#### [WHAT YOU ARE ASKED TO DO]
Return an exact copy of the data, starting at its first line and ending at the line that contains "width:36px; height:36px; display:grid;", minus any pictures.
[[ INPUT DATA, beginning ]]
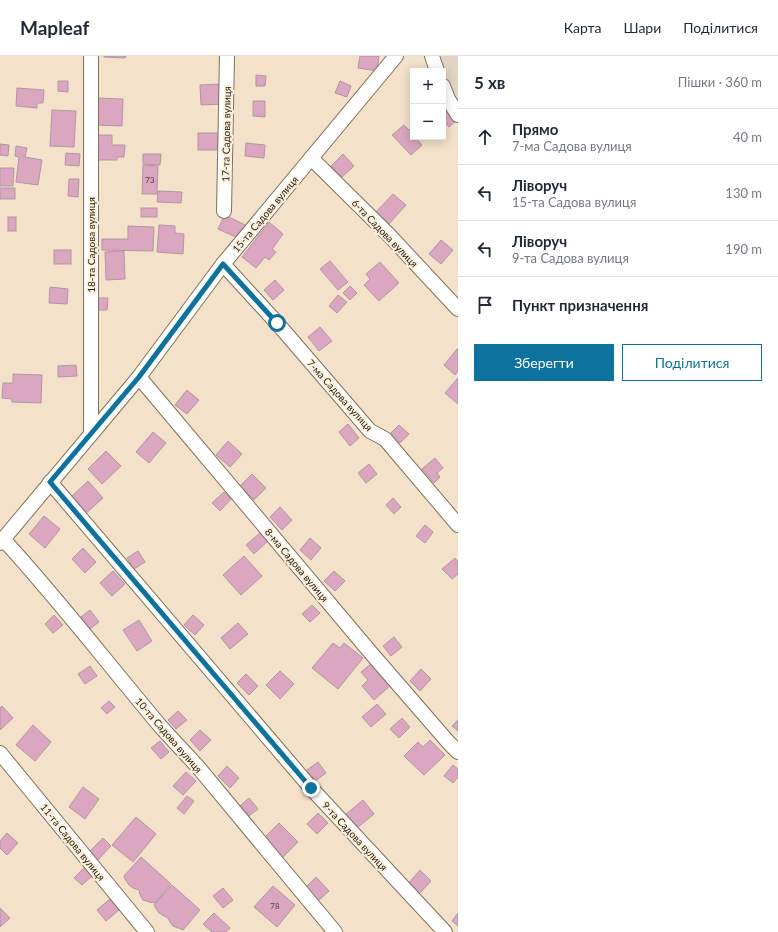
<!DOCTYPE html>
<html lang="uk">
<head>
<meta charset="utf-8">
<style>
	body { margin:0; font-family:Lato,sans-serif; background:#f2f2f3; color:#1f2937 }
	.controls { position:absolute; right:12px; top:12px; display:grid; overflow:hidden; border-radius:0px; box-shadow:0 2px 10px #0003 }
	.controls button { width:36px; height:36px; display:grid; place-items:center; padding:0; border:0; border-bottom:1px solid #e0e1e3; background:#fff; color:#1f2937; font:20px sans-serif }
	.stop { position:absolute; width:12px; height:12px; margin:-9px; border:3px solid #0e729f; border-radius:50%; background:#fff }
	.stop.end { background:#0e729f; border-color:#fff; box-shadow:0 1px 4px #0008 }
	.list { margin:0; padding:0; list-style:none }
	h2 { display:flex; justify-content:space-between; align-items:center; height:52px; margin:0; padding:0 16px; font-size:17px }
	h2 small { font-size:13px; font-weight:400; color:#747a83 }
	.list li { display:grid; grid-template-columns:26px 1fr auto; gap:12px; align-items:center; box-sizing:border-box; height:56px; padding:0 16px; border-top:1px solid #e0e1e3 }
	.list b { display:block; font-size:15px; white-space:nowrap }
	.list p { margin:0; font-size:13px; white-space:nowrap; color:#747a83 }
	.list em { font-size:13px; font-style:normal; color:#747a83 }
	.actions { display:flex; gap:8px; padding:12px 16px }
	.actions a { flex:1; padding:9px 0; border:1px solid #0e729f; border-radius:0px; text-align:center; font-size:14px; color:#0e729f }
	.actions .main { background:#0e729f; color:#fff }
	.icon { flex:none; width:22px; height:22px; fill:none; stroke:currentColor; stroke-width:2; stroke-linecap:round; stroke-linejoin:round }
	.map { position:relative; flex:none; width:458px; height:876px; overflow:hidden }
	header { display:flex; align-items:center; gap:24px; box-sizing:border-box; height:56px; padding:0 20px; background:#fff; border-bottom:1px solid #e0e1e3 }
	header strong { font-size:19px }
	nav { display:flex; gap:22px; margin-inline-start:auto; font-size:14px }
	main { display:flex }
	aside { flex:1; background:#fff }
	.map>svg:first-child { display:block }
	.industrial { fill:#e1d5c2 }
	.building { fill:#daa6c0; stroke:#b296a4 }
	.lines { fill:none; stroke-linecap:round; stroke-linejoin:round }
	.street-casing { stroke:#80715b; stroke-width:16 }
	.street { stroke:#fff; stroke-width:14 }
	.route { stroke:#0e729f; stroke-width:5 }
	.labels { text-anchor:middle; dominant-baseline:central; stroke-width:4; stroke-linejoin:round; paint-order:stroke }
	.number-label { font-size:8px; fill:#534241 }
	.street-label { font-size:10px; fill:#262017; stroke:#fdf0dc }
</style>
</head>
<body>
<header>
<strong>Mapleaf</strong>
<nav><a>Карта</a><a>Шари</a><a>Поділитися</a></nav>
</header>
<main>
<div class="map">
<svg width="458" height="876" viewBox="0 0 458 876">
	<rect width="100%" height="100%" fill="#f3e2c9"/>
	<!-- industrial -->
	<polygon class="industrial" points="438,0 458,0 458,51 454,47"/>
	<!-- building -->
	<g class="building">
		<polygon points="104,0 126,0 125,2 104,1"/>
		<polygon points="360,0 379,0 377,15 358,12"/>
		<polygon points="256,19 266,20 265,30 256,30"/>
		<polygon points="58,25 68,25 68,36 58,35"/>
		<polygon points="340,25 351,30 347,41 335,37"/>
		<polygon points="222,28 223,48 201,49 200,29"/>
		<polygon points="17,32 44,34 43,47 37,47 37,52 16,50"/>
		<polygon points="97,42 123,43 122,70 96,69"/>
		<polygon points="253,45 265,45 265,61 253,60"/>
		<polygon points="447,52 457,64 449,71 443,64 443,56"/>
		<polygon points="52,54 76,55 74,91 50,90"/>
		<polygon points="404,69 409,74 412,71 413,73 413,81 416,81 416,82 422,89 411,99 392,79"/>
		<rect x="198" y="77" width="20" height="17"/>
		<polygon points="98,79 112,79 112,89 125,89 124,101 117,101 117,104 98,104"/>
		<polygon points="246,87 265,89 264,102 245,100"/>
		<polygon points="0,88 9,89 8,100 0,99"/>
		<polygon points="16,90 27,92 25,101 42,104 38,129 16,126 19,101 15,100"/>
		<polygon points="66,97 80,98 79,110 65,109"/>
		<polygon points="143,98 161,98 160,109 143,108"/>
		<polygon points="343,98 354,110 342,121 331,110"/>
		<polygon points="143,109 158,110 157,138 142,138"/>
		<polygon points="0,112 14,112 13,130 0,130"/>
		<polygon points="69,123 79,123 78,141 68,140"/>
		<rect x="0" y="132" width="15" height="11"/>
		<polygon points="158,135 182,136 181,147 157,146"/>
		<polygon points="393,138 406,149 388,169 375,157"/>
		<rect x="141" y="152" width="16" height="9"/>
		<polygon points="225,159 245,169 238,182 218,173"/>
		<rect x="8" y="161" width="8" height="14"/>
		<polygon points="269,166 283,178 272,193 276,196 269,204 265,201 256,212 242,201"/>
		<polygon points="159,169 175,170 175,177 184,178 183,198 157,196"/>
		<polygon points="128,170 154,171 153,195 102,194 102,183 128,183"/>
		<polygon points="441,184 453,194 441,208 429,198"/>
		<rect x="54" y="194" width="17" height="14"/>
		<polygon points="124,195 125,223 106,224 105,196"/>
		<polygon points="330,205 348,226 338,234 320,213"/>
		<polygon points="380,206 399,227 379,245 364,229 370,223 366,218"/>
		<polygon points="275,224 284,234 273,244 264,234"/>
		<polygon points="350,230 357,237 350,244 343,237"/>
		<polygon points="50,231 68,233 67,248 49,247"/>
		<polygon points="338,239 347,246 337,257 329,250"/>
		<polygon points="94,242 108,242 107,254 93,254"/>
		<polygon points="320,271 332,285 319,295 308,281"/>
		<polygon points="458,292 458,315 455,319 444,309"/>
		<polygon points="76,309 77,320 58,321 58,310"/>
		<polygon points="13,318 42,319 41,347 12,346 12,343 2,342 3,327 13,327"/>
		<polygon points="458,322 458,348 445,337"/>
		<polygon points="187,334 199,344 187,358 175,349"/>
		<polygon points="348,368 359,382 350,390 339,376"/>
		<polygon points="399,369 409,378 400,387 391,377"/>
		<polygon points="153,376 166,387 149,407 136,396"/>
		<polygon points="228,385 242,398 230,411 216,399"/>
		<polygon points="106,395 121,410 102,428 88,413"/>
		<polygon points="435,402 443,412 437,417 440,421 434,427 422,413"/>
		<polygon points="369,408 377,418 366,427 358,417"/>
		<polygon points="252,418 266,432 254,444 240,430"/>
		<polygon points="88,425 103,442 84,459 69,443"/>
		<polygon points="224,436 231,443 220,455 212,447"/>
		<polygon points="393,442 401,451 394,458 386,449"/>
		<polygon points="280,451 292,464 282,474 270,461"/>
		<polygon points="44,460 60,473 45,492 29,478"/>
		<polygon points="425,469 433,476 425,487 416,480"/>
		<polygon points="261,476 269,484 254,498 246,489"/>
		<polygon points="310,482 321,492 311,504 300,494"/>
		<polygon points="83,492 96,506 85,517 72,503"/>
		<polygon points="138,495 145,506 134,513 127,502"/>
		<polygon points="244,500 262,520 241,539 223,519"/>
		<polygon points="455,502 458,506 458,518 452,523 442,513"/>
		<polygon points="113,515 125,528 112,540 100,527"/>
		<polygon points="334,515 345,525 335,535 324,525"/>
		<polygon points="312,549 320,557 310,566 302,558"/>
		<polygon points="90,554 99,566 86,576 77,564"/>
		<polygon points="54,559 63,569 53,577 45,568"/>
		<polygon points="193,559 204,569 195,579 184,569"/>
		<polygon points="139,564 152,585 137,595 123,574"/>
		<polygon points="238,567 248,578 230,593 221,582"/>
		<polygon points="394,581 402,591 391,600 383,590"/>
		<polygon points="333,587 340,592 344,587 363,602 338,633 312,612"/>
		<polygon points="372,607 391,629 374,644 362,630 368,624 361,616"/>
		<polygon points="90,610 97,620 85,628 78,618"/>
		<polygon points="421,613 431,623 420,635 410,625"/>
		<polygon points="280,615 294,628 280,643 266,629"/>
		<polygon points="246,618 258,630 249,639 237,627"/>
		<polygon points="109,645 115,651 107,658 101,652"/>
		<polygon points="377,648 386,658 371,671 362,661"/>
		<polygon points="2,650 13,662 0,674 0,652"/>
		<polygon points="178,655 187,664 176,673 168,664"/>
		<polygon points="402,662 410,671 399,682 390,673"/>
		<polygon points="458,664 458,675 452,670"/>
		<polygon points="33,669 51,686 35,705 16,689"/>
		<polygon points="200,674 211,684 200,695 190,684"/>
		<polygon points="430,684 445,699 424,719 404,700 418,686 423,691"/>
		<polygon points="160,685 169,696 161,703 151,692"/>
		<polygon points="318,706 326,717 315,725 307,714"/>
		<polygon points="453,709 458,713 458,721 453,727 444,720"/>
		<polygon points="227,710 239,722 230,732 218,720"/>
		<polygon points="186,716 196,725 183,739 173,730"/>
		<polygon points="83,731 99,743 85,763 69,751"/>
		<polygon points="187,740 194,745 184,758 177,752"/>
		<polygon points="249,742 258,753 249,760 240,750"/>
		<polygon points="363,744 374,758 357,772 345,759"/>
		<polygon points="318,757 328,767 317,778 307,768"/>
		<polygon points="136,761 156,778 133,806 112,789"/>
		<polygon points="279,767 298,786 282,802 263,783"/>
		<polygon points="7,777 18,787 7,799 0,792 0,785"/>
		<polygon points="103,782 111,790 96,806 87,798"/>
		<polygon points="141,801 171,828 155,847 149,846 143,844 140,839 139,834 133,832 129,829 126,825 124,820"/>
		<polygon points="85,811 93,819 82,829 74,822"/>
		<polygon points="420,814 431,825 418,839 407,829"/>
		<polygon points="316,821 329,835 318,845 305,832"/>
		<polygon points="172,829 200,854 183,874 173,870 170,866 168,862 164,860 159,857 154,849"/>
		<polygon points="273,830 295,849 277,871 254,851"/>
		<polygon points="223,832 233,844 223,852 213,840"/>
		<polygon points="110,843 119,854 106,865 97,854"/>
		<polygon points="0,852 10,862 0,871"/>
		<polygon points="214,857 230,872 226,876 212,876 203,868"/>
		<polygon points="458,857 458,870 452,865"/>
	</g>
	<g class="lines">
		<defs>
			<g id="street">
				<polyline points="91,0 91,377"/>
				<polyline points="432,0 437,15"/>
				<polyline points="443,30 448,43 458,59"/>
				<polyline points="311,102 389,179 458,253"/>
				<polyline points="224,155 227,0"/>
				<polyline points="223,208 277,267 370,375 385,383 458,469"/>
				<polyline points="139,321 371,597 449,687 458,696"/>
				<polyline points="50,426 311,732 445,876"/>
				<path d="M3,483C58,543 108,608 161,671C173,684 186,698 198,711L335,876"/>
				<polyline points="0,487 139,321 223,208 396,0"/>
				<polyline points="0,697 147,876"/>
			</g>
		</defs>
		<!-- street casing -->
		<use href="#street" class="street-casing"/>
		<!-- street -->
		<use href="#street" class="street"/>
	</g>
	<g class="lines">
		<!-- route -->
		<polyline class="route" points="277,267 223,208 139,321 50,426 311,732"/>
	</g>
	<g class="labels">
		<!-- number labels -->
		<g class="number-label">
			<text x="150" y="124">73</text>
			<text x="275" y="850">78</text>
		</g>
		<!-- street labels -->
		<g class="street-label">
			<text transform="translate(226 78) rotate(-89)">17-та Садова вулиця</text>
			<text transform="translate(265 158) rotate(-50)">15-та Садова вулиця</text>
			<text transform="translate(385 177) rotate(46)">6-та Садова вулиця</text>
			<text transform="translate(91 189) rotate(-90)">18-та Садова вулиця</text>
			<text transform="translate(340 339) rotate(48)">7-ма Садова вулиця</text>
			<text transform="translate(297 509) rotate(50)">8-ма Садова вулиця</text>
			<text transform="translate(169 679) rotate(49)">10-та Садова вулиця</text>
			<text transform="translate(355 780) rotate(47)">9-та Садова вулиця</text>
			<text transform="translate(73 786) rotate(51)">11-та Садова вулиця</text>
		</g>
	</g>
</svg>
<div class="controls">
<button>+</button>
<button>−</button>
</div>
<div class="stop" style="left:277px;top:267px"></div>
<div class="stop end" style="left:311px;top:732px"></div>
</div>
<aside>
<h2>5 хв<small>Пішки · 360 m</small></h2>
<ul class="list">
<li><svg class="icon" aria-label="ahead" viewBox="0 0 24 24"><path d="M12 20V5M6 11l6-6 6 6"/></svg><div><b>Прямо</b><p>7-ма Садова вулиця</p></div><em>40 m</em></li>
<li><svg class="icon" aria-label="left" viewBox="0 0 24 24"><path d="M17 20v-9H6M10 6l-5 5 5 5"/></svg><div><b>Ліворуч</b><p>15-та Садова вулиця</p></div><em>130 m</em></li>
<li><svg class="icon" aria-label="left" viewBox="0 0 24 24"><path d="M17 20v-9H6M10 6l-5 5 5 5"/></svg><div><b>Ліворуч</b><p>9-та Садова вулиця</p></div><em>190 m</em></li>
<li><svg class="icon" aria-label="arrive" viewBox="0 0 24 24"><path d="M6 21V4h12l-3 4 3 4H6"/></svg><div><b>Пункт призначення</b></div></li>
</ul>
<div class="actions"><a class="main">Зберегти</a><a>Поділитися</a></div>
</aside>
</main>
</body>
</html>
[[ INPUT DATA, end ]]
#### [ANSWER BOX]
<!DOCTYPE html>
<html lang="uk">
<head>
<meta charset="utf-8">
<style>
	body { margin:0; font-family:Lato,sans-serif; background:#f2f2f3; color:#1f2937 }
	.controls { position:absolute; right:12px; top:12px; display:grid; overflow:hidden; border-radius:0px; box-shadow:0 2px 10px #0003 }
	.controls button { width:36px; height:36px; display:grid; place-items:center; padding:0; border:0; border-bottom:1px solid #e0e1e3; background:#fff; color:#1f2937; font:20px sans-serif }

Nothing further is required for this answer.